Ее мысли с облегчением вернулись к Пэтси. И конечно, придя в столовую, она увидела, что все вокруг уже знают не меньше ее обо всех событиях прошедшей ночи. А некоторые знали даже больше! Лин волей-неволей пришлось опровергнуть некоторые самые дикие измышления о полуночном путешествии обратно в больницу. Например, будто бы, согласно одному из вариантов, У.Б. вызвал «скорую» и сам сел за руль.
Когда она рассказала, как все было на самом деле, кто-то заметил:
— Бедняжка Хорган! Вообразить только злую иронию судьбы: ее лично везет один из ее кумиров, а она даже не может насладиться этим моментом!..
Кто-то спросил:
— А оперировал У.Б.? Ах, Эмберсон, но У.Б. тоже был там? Значит, скорее всего, они оба ее навестят после операции. То-то она будет в своей стихии!
Все засмеялись, совершенно беззлобно и весело. У Пэтси нет врагов, благодарно думала Лин, торопливо допивая кофе, чтобы выкроить несколько минут. Она хотела сбегать к подруге и увидеть ее, если позволят.
Ночная сестра, дежурящая в отдельных палатах, оказалась сестрой Клэрк, которая всегда хорошо относилась к Лин. Она разрешила зайти к Пэтси на одну минутку.

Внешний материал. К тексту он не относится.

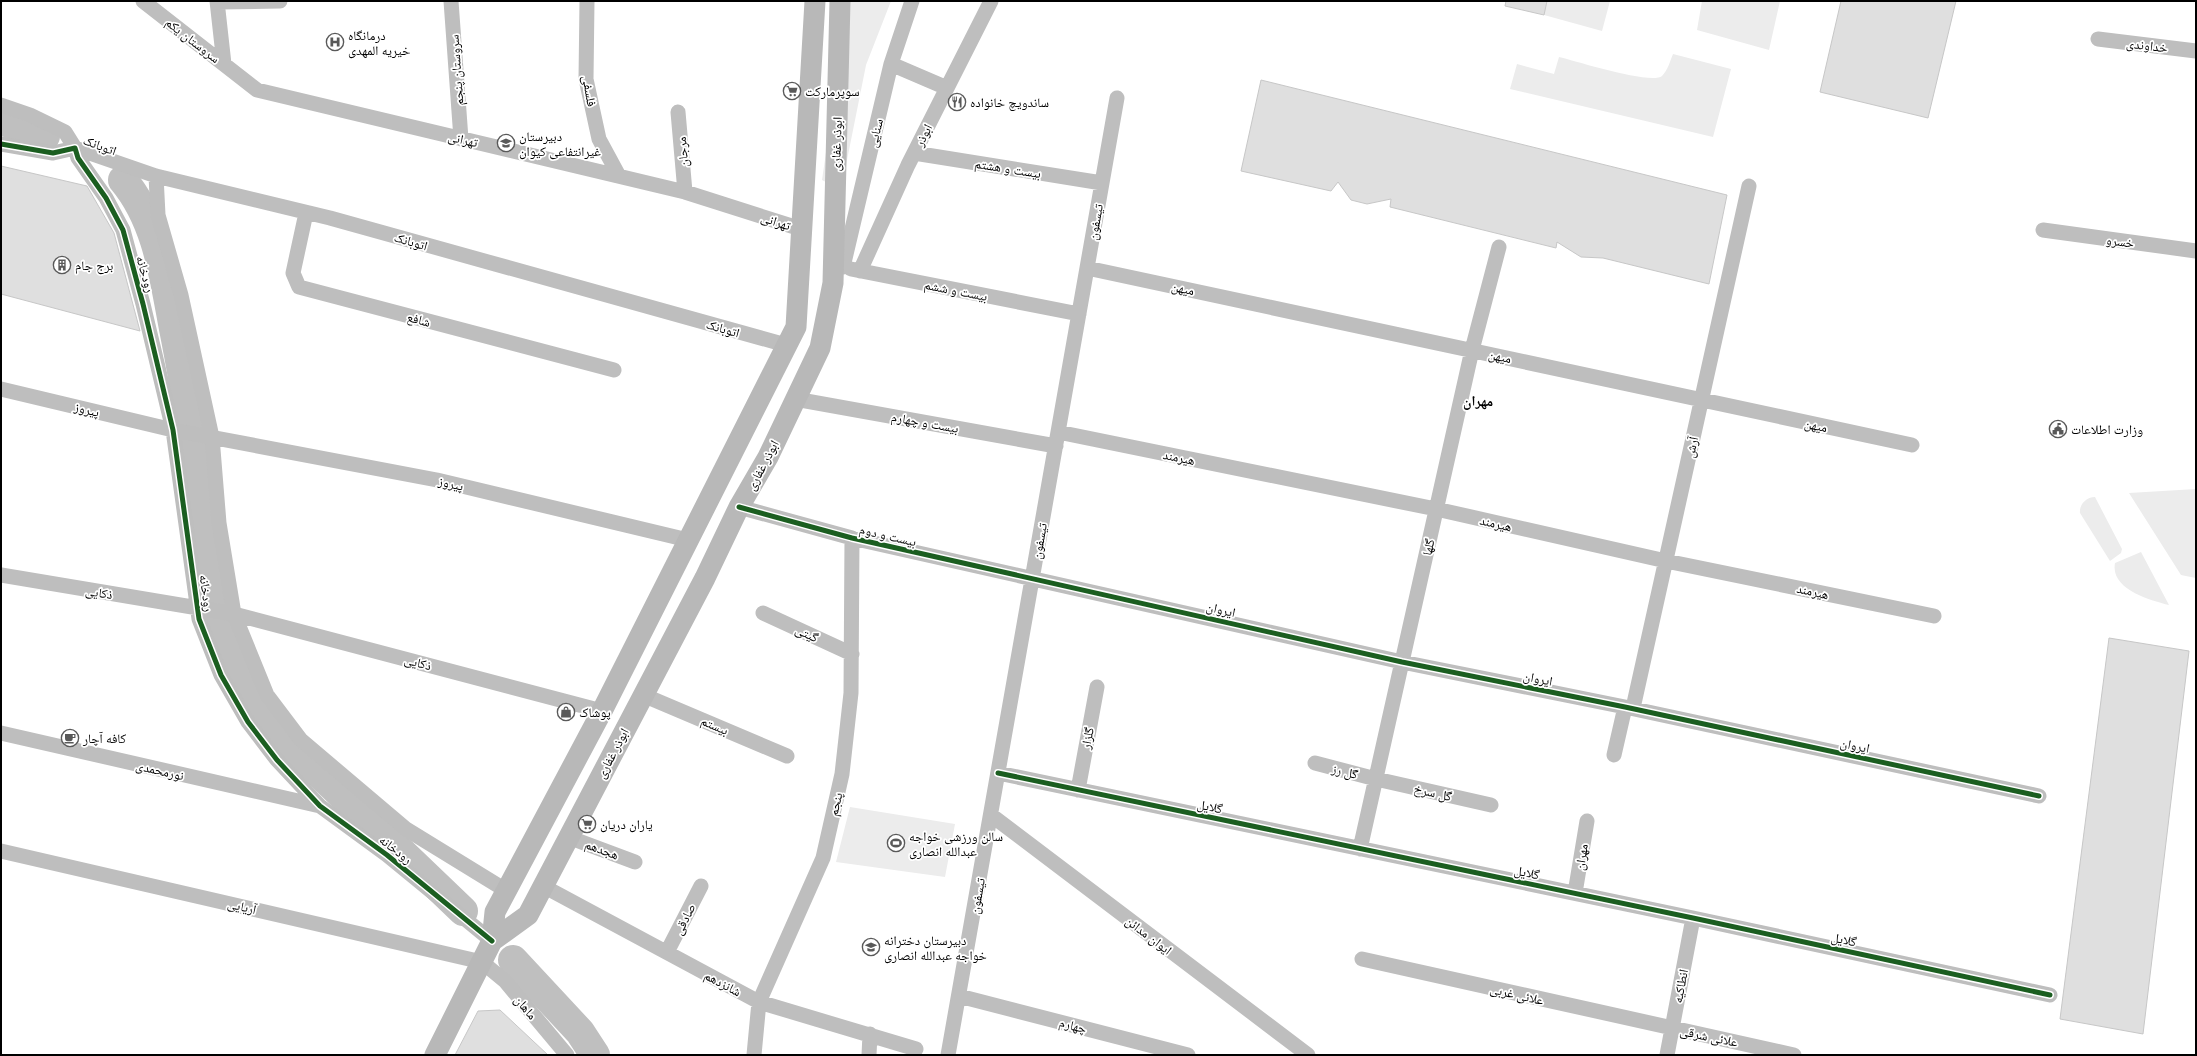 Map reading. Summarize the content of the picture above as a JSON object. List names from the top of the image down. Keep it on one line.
{"streets":{"main road":["ابوذر غفاری"],"street":["سروستان یکم","خداوندی","سروستان پنجم","فلسفی","سنایی","ابوذر","تهرانی","اتوبانک","مرجان","بیست و هشتم","تیسفون","خسرو","رودخانه","میهن","بیست و ششم","شافع","پیروز","بیست و چهارم","آرش","هیرمند","بیست و دوم","گلها","ذکایی","ایروان","گیتی","بیستم","گلزار","نورمحمدی","گل رز","گل سرخ","پنجم","گلایل","هجدهم","مهران","آریایی","صادقی","ایوان مدائن","شانزدهم","انطاکیه","علائی غربی","ماهان","چهارم","علائی شرقی"]},"crossings":[["سروستان یکم","تهرانی"],["سروستان پنجم","تهرانی"],["فلسفی","تهرانی"],["سنایی","ابوذر غفاری"],["سنایی","بیست و ششم"],["ابوذر","بیست و هشتم"],["ابوذر","بیست و ششم"],["تهرانی","ابوذر غفاری"],["تهرانی","مرجان"],["ابوذر غفاری","اتوبانک"],["ابوذر غفاری","رودخانه"],["ابوذر غفاری","بیست و ششم"],["ابوذر غفاری","پیروز"],["ابوذر غفاری","بیست و چهارم"],["ابوذر غفاری","بیست و دوم"],["ابوذر غفاری","ذکایی"],["ابوذر غفاری","بیستم"],["ابوذر غفاری","هجدهم"],["ابوذر غفاری","آریایی"],["ابوذر غفاری","شانزدهم"],["ابوذر غفاری","ماهان"],["اتوبانک","رودخانه"],["اتوبانک","شافع"],["بیست و هشتم","تیسفون"],["تیسفون","میهن"],["تیسفون","بیست و ششم"],["تیسفون","بیست و چهارم"],["تیسفون","هیرمند"],["تیسفون","بیست و دوم"],["تیسفون","ایروان"],["تیسفون","گلایل"],["تیسفون","ایوان مدائن"],["تیسفون","چهارم"],["رودخانه","پیروز"],["رودخانه","ذکایی"],["رودخانه","نورمحمدی"],["میهن","آرش"],["میهن","گلها"],["بیست و چهارم","هیرمند"],["آرش","هیرمند"],["آرش","ایروان"],["هیرمند","گلها"],["بیست و دوم","ایروان"],["بیست و دوم","پنجم"],["گلها","ایروان"],["گلها","گل رز"],["گلها","گل سرخ"],["گلها","گلایل"],["گیتی","پنجم"],["گلزار","گلایل"],["گل رز","گل سرخ"],["پنجم","شانزدهم"],["گلایل","مهران"],["گلایل","انطاکیه"],["آریایی","ماهان"],["صادقی","شانزدهم"],["انطاکیه","علائی غربی"],["انطاکیه","علائی شرقی"],["علائی غربی","علائی شرقی"]],"districts":["مهران"],"places":{"hospital":["درمانگاه خیریه المهدی"],"supermarket":["سوپرمارکت","یاران دریان"],"restaurant":["ساندویچ خانواده"],"school or university":["دبیرستان غیرانتفاعی کیوان","دبیرستان دخترانه خواجه عبدالله انصاری"],"building":["برج جام"],"public building":["وزارت اطلاعات"],"shop":["پوشاک"],"cafe":["کافه آچار"],"sports":["سالن ورزشی خواجه عبدالله انصاری"]}}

Но когда Лин на цыпочках подошла к кровати Пэтси, она увидела, что, хотя та еще не полностью отошла от наркоза и то и дело засыпает, она очень хочет что-то ей сказать.
Она прошептала:
— Лин, поверь, что до того, как мы приехали на танцы, у меня не было никакой боли. Это только потом я почувствовала.
Лин не видела особого значения в том, что ей так упорно повторяла Пэтси.

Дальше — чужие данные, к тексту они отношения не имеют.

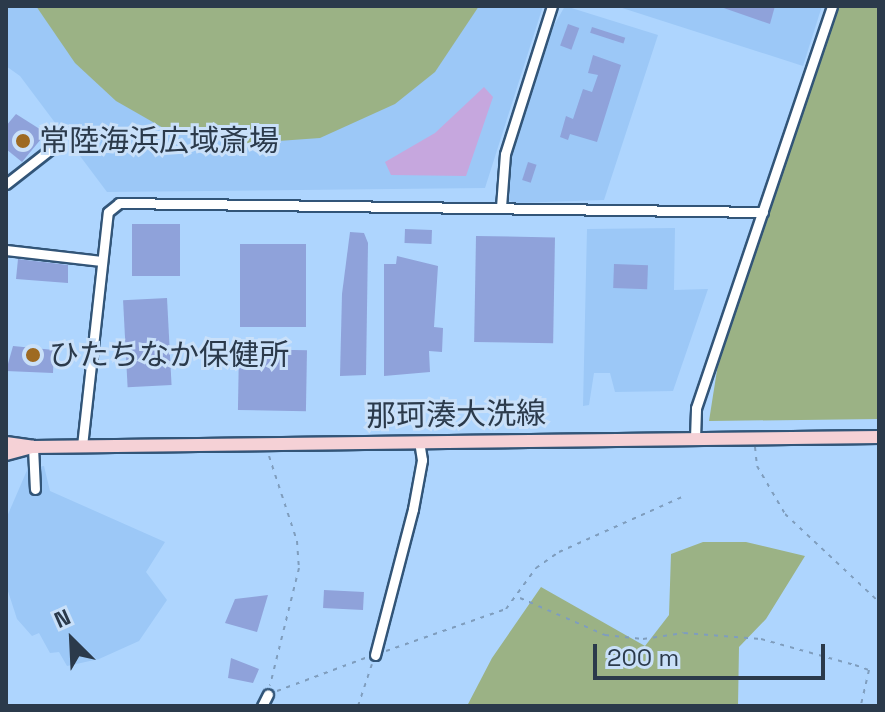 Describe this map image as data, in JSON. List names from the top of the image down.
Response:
{
  "streets": {
    "main road": ["那珂湊大洗線"]
  },
  "places": ["常陸海浜広域斎場", "ひたちなか保健所"],
  "scale_bar": "200 m",
  "north": "top left"
} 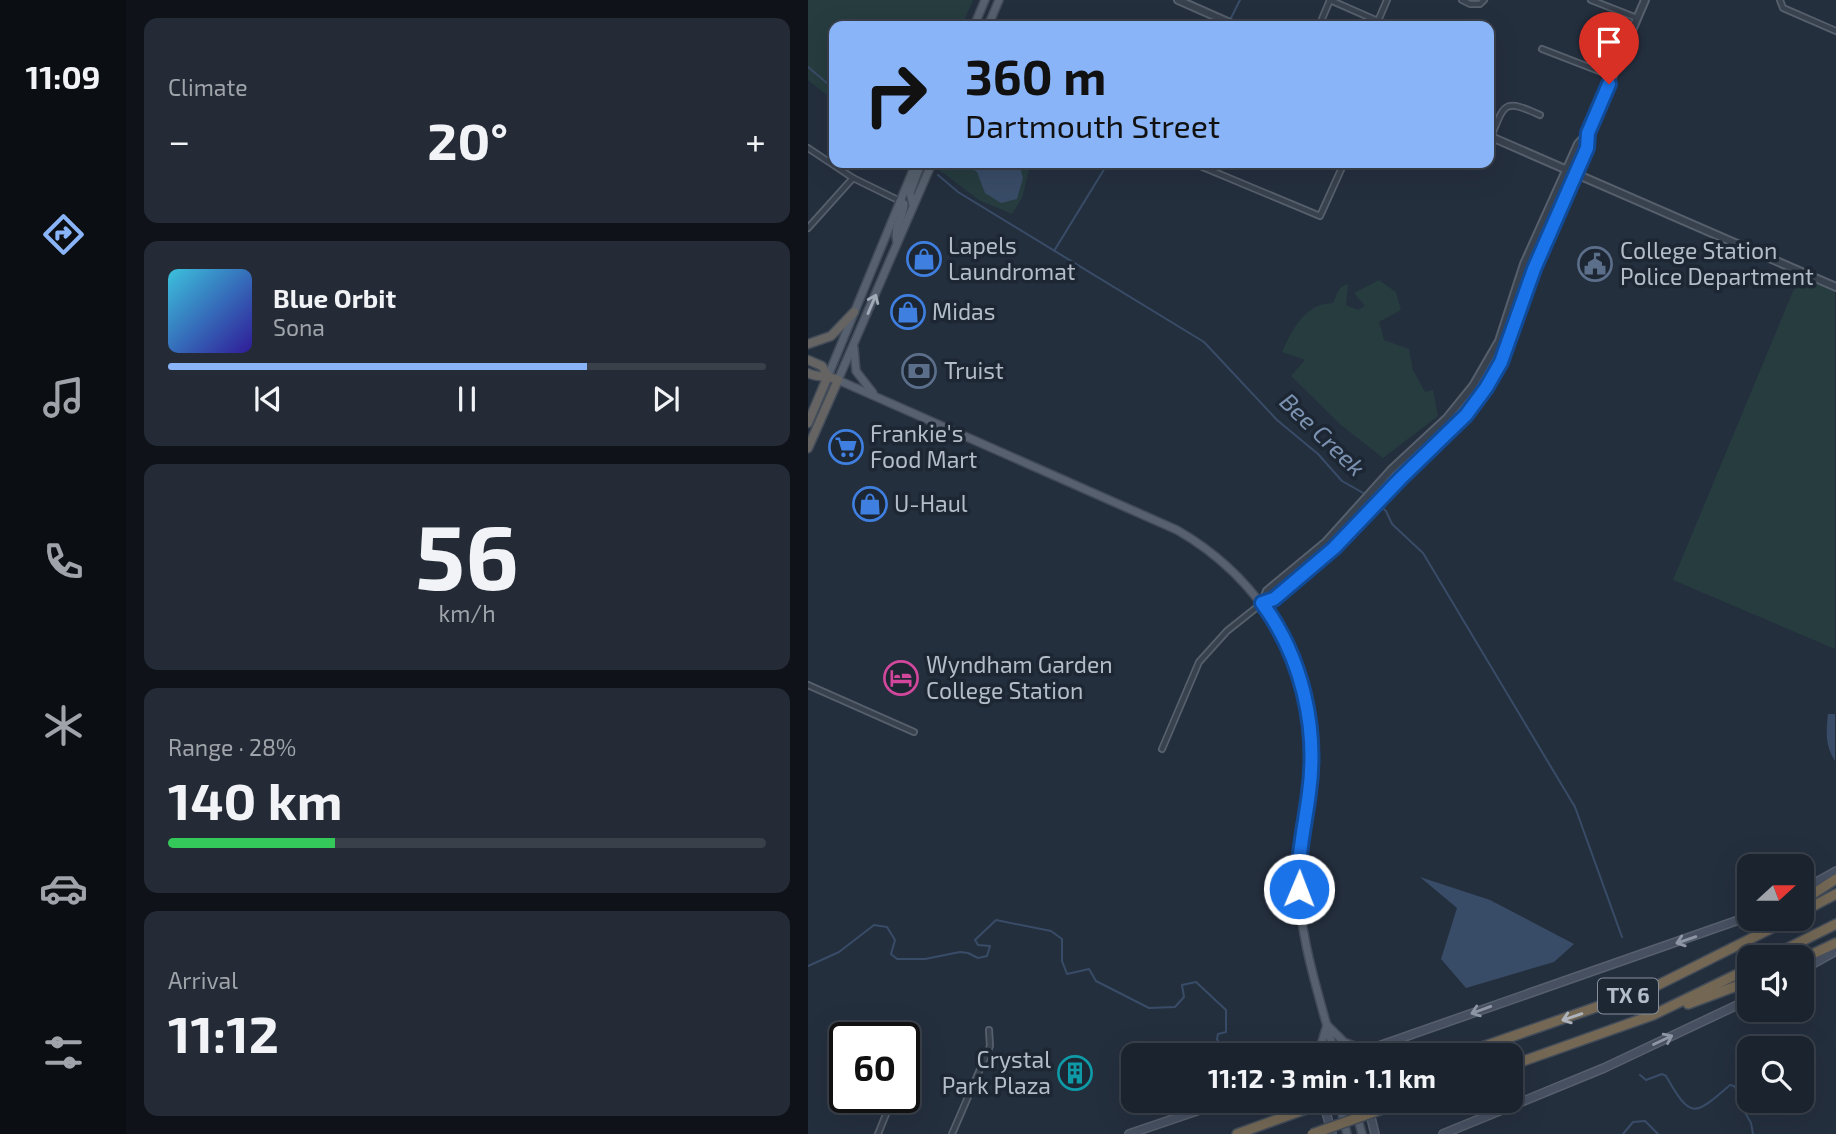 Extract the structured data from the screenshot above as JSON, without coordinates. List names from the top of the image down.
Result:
{
  "streets": {
    "highway": ["TX 6"]
  },
  "water": ["Bee Creek"],
  "places": {
    "shop": ["Lapels Laundromat", "Midas", "U-Haul"],
    "public building": ["College Station Police Department"],
    "bank": ["Truist"],
    "supermarket": ["Frankie's Food Mart"],
    "hotel": ["Wyndham Garden College Station"],
    "building": ["Crystal Park Plaza"]
  },
  "north": "right",
  "page": {
    "tabs": "11:09",
    "tile": [
      "Climate",
      ["56", "km/h"],
      ["Range · 28%", "140 km"],
      ["Arrival", "11:12"]
    ],
    "turn": ["360 m", "Dartmouth Street"],
    "heat": ["−", "20°", "+"],
    "song": ["Blue Orbit", "Sona"],
    "limit": "60",
    "trip": "11:12 · 3 min · 1.1 km"
  }
}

— Ну и хорошо, родная. — Она положила прохладную ладонь на лоб Пэтси.
Но та продолжала:
— Нет, это началось совершенно неожиданно, вдруг… И почему же он думал, что это ты виновата?
— «Он»? А, ты говоришь о мистере Бельмонте?
— О ком же еще? Ведь я слышала, как он с тебя снимал стружку, бранил за то, что ты не заметила того, чего я и сама не знала. А я и пальцем не могла пошевелить, не то что защитить тебя. Бедная ты моя! — Голос Пэтси совсем замер от слабости.
«Бедная твоя» — в самом деле, но совсем не по этой причине», — с иронией подумала Лин. Она знала, что покраснела, произнося имя Уорнера Бельмонта, но взгляд голубых глаз Пэтси был настолько туманным и неопределенным, что она не могла видеть этого. Ее секрет остался секретом.
Пэтси продолжала:
— Этот Майкл славный. Он так меня веселил. А я испортила весь вечер, пусть Том передаст ему, что я очень жалею.
Лин уверила ее, что она обязательно заставит Тома это сделать, хотя никакой вины Пэтси во всем этом не было, нечего ей было укорять себя попусту. Ей нужно сосредоточить всю волю, чтобы скорее поправиться. Все этого ждут.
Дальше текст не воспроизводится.